L’assessore regionale, ex (ma forse ancora nell’animo in carica effettiva) sindaco di Narni, ha espresso il suo parere in una nota che pubblichiamo qui di seguito per intero per non far mancare nulla ai nostri lettori, i quali hanno avuto in anticipo – al solito – informazioni sullo scoglio (insormontabile, stando alle nostre notizie, non a quelle di De Rebotti) sul quale rischia di naufragare il contestato progetto sanitario.
Dubbi sull’esito della prossima battaglia, Umbria7 ne ha tanti.
Non si è ancora palesata la portaerei USS Gerald Ford-Stefania Proietti, che oltre ad avere cento cacciabombardieri sul ponte, ha anche titolo per parlare della vicenda a supporto di De Rebotti: è presidente della Giunta e assessore alla sanità.
Di sicuro (insomma: probabile) interverrà a sostegno, ma nel frattempo De Rebotti deve fare da solo: lasci perdere il supporto di quel pezzo di opposizione che gli fa da incrociatore volontario, parta seriamente all’offensiva.
Renda note, per amor di verità e di trasparenza, tutte le osservazioni presentate dai tecnici INAIL a Regione e Asl2. Soprattutto le ultime. E poi spieghi su cosa si fonda il suo ottimismo. Curioso. Altri sarebbero preoccupati.
Comunque i lettori potranno decidere non appena saranno noti i carteggi con l’Inail.
Va aggiunto che la Regione sta chiedendo soldi pubblici, la trasparenza è un dovere sempre, in questo caso anche di più.
Se trovasse il tempo, De Rebotti, eccellente persona, potrebbe spiegare come mai tanto impegno per Narni e niente per il nuovo ospedale di Terni. E non sarebbe male.

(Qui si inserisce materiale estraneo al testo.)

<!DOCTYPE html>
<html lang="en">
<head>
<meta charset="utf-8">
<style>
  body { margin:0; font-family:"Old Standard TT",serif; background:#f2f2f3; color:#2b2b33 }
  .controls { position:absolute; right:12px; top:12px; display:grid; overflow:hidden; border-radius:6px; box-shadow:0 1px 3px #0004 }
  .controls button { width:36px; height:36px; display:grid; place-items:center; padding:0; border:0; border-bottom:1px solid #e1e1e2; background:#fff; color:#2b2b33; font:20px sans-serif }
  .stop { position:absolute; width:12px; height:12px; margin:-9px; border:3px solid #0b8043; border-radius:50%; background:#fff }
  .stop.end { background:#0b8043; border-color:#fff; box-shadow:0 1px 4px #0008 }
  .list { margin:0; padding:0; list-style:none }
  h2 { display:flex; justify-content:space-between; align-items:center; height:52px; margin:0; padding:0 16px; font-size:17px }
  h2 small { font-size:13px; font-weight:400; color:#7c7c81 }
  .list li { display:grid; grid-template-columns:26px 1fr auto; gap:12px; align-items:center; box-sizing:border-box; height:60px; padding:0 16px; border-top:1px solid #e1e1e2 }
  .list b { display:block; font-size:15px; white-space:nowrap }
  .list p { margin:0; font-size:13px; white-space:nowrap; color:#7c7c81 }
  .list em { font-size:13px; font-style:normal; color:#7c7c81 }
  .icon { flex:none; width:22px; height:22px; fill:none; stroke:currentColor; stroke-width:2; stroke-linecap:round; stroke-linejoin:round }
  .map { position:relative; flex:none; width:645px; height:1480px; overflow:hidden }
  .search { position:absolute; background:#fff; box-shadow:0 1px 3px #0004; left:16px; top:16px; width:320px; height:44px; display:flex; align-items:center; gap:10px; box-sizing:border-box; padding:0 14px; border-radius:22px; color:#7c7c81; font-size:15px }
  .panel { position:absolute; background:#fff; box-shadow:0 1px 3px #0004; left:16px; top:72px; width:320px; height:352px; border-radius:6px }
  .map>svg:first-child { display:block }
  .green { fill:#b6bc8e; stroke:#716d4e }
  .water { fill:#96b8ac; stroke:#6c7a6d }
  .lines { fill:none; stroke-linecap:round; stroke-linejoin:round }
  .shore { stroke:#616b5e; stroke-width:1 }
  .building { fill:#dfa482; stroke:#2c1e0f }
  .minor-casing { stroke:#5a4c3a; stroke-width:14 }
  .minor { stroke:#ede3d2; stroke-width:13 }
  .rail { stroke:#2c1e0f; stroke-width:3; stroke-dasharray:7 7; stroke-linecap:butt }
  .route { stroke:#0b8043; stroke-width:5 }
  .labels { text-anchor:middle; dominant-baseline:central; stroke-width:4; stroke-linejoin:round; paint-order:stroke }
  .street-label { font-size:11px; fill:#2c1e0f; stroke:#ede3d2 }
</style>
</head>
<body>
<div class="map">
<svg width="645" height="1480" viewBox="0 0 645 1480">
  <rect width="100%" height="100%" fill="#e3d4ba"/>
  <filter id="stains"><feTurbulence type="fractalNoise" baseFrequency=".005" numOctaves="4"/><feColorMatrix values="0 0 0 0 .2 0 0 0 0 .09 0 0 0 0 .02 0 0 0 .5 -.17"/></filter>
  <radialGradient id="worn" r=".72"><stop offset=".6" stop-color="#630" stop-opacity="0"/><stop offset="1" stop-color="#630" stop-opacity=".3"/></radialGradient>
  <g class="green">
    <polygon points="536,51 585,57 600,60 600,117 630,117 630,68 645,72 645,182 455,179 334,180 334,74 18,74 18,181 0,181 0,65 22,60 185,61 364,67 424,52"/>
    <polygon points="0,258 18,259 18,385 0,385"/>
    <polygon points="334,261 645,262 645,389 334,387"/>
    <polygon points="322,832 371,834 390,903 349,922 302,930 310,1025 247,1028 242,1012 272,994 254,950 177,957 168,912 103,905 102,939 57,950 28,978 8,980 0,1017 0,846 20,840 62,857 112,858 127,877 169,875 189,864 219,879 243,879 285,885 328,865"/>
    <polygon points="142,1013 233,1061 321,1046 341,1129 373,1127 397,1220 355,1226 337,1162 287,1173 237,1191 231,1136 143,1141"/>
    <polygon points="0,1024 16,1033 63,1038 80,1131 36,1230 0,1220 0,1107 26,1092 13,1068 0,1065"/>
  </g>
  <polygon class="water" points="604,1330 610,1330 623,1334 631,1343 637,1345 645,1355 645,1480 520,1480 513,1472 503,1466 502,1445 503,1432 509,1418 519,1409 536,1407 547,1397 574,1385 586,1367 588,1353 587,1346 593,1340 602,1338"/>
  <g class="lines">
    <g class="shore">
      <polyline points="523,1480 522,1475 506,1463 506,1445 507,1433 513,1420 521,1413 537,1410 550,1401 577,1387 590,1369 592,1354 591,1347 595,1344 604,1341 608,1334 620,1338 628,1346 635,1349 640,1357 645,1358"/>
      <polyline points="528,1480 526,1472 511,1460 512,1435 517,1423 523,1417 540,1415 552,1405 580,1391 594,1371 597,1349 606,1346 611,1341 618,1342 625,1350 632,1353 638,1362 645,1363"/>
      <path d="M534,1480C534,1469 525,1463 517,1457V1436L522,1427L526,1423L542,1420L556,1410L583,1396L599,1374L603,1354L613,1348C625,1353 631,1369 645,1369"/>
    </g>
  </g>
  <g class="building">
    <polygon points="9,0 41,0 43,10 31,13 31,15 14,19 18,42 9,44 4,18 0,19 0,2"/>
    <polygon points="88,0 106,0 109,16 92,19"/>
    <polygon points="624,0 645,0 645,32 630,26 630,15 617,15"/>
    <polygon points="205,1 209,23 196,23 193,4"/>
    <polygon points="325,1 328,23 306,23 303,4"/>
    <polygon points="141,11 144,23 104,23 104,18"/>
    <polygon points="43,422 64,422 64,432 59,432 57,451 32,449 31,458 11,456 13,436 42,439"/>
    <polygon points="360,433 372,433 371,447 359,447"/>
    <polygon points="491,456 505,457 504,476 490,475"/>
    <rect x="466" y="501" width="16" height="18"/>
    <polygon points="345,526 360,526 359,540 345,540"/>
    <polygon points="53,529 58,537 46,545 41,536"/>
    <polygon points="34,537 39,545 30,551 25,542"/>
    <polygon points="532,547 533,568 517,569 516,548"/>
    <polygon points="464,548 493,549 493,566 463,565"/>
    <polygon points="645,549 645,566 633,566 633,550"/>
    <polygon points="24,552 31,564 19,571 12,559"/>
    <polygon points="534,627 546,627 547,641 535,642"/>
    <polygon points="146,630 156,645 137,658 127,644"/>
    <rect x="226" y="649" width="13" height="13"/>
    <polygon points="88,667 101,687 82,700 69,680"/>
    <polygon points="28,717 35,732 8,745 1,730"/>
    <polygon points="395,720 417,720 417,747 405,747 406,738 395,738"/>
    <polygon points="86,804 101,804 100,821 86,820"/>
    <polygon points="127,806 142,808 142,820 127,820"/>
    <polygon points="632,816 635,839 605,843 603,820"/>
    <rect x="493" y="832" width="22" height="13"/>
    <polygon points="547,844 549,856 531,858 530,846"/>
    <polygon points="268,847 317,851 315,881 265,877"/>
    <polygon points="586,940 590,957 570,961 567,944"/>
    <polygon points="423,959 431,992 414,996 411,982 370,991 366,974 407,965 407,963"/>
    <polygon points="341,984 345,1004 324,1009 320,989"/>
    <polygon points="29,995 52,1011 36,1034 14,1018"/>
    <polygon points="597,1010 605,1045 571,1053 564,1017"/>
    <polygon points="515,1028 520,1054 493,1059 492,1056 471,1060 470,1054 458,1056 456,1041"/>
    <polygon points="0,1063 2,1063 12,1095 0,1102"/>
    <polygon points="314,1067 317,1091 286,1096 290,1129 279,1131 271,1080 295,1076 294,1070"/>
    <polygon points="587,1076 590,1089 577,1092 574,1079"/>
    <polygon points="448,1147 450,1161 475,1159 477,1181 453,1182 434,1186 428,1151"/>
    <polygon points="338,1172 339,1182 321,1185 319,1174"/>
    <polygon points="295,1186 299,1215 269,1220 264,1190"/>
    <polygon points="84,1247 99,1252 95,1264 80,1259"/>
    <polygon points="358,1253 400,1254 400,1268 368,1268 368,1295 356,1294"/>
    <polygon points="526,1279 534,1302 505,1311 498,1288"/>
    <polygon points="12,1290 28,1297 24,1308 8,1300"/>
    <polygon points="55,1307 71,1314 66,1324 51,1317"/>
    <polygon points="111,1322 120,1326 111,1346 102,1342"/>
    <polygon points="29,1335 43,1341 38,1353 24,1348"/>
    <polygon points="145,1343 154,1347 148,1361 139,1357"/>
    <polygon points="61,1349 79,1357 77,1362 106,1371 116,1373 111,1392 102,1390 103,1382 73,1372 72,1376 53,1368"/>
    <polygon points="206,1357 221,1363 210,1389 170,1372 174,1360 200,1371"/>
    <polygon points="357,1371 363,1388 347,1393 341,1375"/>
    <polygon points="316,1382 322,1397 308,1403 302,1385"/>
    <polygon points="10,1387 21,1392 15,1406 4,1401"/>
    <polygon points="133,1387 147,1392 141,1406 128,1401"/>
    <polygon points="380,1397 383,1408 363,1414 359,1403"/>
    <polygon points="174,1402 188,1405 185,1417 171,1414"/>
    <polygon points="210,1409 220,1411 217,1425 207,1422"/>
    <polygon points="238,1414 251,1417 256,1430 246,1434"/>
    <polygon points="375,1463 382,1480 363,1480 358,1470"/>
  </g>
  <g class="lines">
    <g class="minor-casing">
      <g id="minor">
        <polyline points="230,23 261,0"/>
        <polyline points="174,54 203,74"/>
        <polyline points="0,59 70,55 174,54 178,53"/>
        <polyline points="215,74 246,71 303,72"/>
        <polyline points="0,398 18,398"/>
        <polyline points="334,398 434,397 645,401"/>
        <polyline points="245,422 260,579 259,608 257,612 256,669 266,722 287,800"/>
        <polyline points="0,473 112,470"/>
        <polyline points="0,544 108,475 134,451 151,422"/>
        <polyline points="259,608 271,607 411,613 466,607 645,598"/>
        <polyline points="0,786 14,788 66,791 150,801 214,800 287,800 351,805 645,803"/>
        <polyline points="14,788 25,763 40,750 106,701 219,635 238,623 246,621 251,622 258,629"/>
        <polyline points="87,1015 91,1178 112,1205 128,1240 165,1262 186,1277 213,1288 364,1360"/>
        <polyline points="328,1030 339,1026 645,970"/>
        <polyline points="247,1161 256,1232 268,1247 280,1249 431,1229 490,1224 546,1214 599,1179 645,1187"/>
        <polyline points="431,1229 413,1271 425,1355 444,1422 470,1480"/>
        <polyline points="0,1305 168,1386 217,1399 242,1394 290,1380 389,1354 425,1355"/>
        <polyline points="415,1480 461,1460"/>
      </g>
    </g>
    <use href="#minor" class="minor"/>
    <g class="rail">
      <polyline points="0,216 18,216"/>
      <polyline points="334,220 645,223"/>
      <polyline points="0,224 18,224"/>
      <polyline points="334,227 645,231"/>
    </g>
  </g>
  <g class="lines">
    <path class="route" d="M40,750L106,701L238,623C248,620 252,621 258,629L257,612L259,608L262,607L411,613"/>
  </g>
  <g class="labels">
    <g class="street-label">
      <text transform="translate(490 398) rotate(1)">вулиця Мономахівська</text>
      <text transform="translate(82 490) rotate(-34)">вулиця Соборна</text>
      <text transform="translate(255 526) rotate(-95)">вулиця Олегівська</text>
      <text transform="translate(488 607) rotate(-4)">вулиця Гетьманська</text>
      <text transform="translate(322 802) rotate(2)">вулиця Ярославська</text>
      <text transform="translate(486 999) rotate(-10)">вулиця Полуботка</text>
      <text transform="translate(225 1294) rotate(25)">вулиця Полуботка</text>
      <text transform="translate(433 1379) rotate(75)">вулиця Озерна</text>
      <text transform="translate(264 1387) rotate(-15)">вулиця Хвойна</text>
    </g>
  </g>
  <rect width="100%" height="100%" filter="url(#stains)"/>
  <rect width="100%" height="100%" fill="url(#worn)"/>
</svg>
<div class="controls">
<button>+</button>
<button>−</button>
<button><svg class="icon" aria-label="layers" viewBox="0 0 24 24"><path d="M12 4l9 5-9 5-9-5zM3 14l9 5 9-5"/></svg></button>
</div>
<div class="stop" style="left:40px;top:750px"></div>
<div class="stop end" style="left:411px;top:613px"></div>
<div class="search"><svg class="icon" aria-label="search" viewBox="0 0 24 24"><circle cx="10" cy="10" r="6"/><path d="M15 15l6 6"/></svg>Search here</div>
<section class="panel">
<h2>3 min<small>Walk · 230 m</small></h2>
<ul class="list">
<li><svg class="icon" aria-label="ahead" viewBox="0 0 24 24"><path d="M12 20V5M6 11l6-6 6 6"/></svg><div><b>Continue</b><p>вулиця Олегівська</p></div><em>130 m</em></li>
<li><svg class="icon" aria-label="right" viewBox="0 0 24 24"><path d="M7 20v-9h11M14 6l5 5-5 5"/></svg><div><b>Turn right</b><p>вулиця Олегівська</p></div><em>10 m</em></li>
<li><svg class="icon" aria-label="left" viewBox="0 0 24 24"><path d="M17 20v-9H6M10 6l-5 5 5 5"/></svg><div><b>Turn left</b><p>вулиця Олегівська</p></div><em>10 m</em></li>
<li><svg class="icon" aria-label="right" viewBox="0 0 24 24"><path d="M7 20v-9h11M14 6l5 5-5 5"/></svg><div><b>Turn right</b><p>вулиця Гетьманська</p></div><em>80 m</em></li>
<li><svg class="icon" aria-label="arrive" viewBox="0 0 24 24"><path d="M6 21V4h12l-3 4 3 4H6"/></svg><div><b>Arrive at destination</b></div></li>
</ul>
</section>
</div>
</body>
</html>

Ecco la nota di De Rebotti.

“Non c’è stata alcuna bocciatura del nuovo ospedale di Narni-Amelia da parte di Inail”. Lo precisa l’assessore regionale Francesco De Rebotti in merito alle ricostruzioni pubblicate sulla vicenda del nuovo presidio ospedaliero.

“Ai Sindaci, in Assemblea Regionale e a tutti coloro che hanno chiesto un aggiornamento sul percorso compresa la maggioranza – spiega De Rebotti – ho puntualmente riferito che il progetto, allo stato attuale, sarà pronto per il bando, e quindi cantierabile, dopo aver risposto alle osservazioni tecniche formulate dal RUP di Inail. Si tratta di rilievi che rientrano nelle facoltà della stazione appaltante, che ha assunto la responsabilità esecutiva dell’opera, e di un normale confronto tra enti e tecnici in una fase definitiva dell’iter progettuale”.

L’assessore ricorda inoltre che “già il 28 aprile si è svolto un incontro con Inail per discutere delle osservazioni e affrontarle attraverso un confronto diretto e costruttivo. Da parte di Inail c’è stata piena disponibilità a collaborare per l’esame congiunto delle osservazioni”. In esito a ciò il primo tavolo tecnico operativo si è tenuto stamattina, giovedì 7 maggio, proprio per entrare nel merito delle osservazioni e fornire i più puntuali chiarimenti. Incontro tenutosi in maniera proficua e con grande spirito di collaborazione.

“Ritengo – aggiunge – che sia fondamentale accompagnare questo percorso con la massima consapevolezza tecnica. Per questo, nella riunione del 28 aprile, ho invitato il Rup di Inail a visitare direttamente il sito nella giornata dell’8 maggio, affinché il confronto possa svilupparsi anche attraverso una conoscenza concreta dell’area interessata dal progetto”.

“Si continua quindi a lavorare puntualmente per garantire un percorso serio, trasparente e fondato sui fatti, a fronte del continuo e persistente ricorso a metodi che puntano a screditarne la sua importanza”, conclude De Rebotti.